Problem to work on:
In the records that follow, how many lines contain the word "Lerche"? Give only that figure.

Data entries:
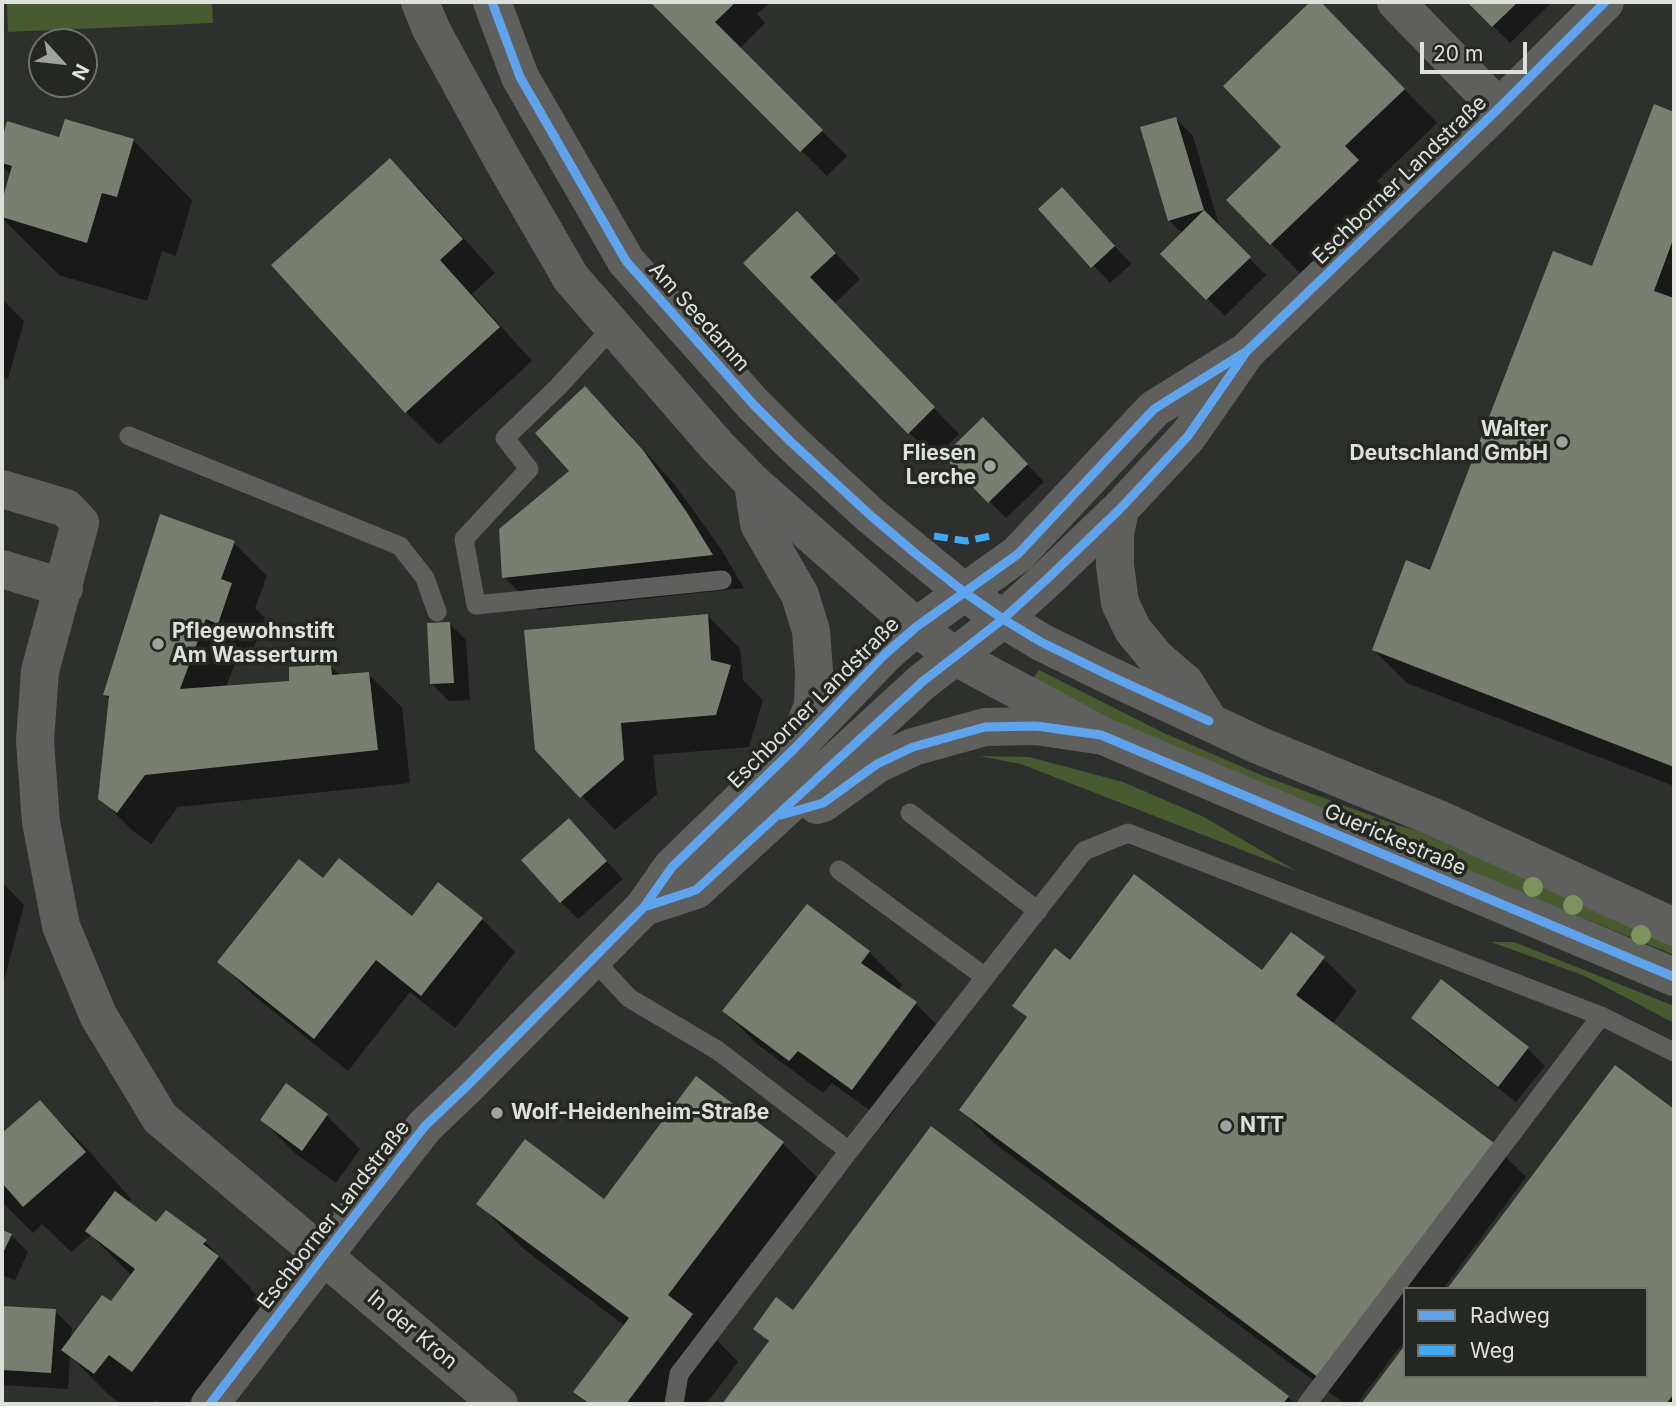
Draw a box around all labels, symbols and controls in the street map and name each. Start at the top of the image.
north arrow [28,28,98,98]
scale bar [1424,28,1531,72]
text: 20 m [1433,41,1483,66]
text: N [67,60,94,84]
street label: Eschborner Landstraße [1308,90,1492,270]
street label: Am Seedamm [643,257,755,377]
place label: Walter Deutschland GmbH [1350,417,1548,467]
marker: Walter Deutschland GmbH [1554,434,1570,450]
place label: Fliesen Lerche [902,441,976,491]
marker: Fliesen Lerche [982,458,998,474]
street label: Eschborner Landstraße [723,612,905,794]
place label: Pflegewohnstift Am Wasserturm [172,619,338,669]
marker: Pflegewohnstift Am Wasserturm [150,636,166,652]
street label: Guerickestraße [1320,799,1470,881]
place label: Wolf-Heidenheim-Straße [511,1100,769,1126]
marker: Wolf-Heidenheim-Straße [489,1105,505,1121]
place label: NTT [1240,1113,1284,1139]
street label: Eschborner Landstraße [253,1116,415,1314]
marker: NTT [1218,1118,1234,1134]
street label: In der Kron [362,1285,462,1375]
legend [1403,1287,1648,1378]
text: Radweg [1470,1303,1550,1328]
text: Weg [1470,1338,1515,1363]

Solution for this problem:
2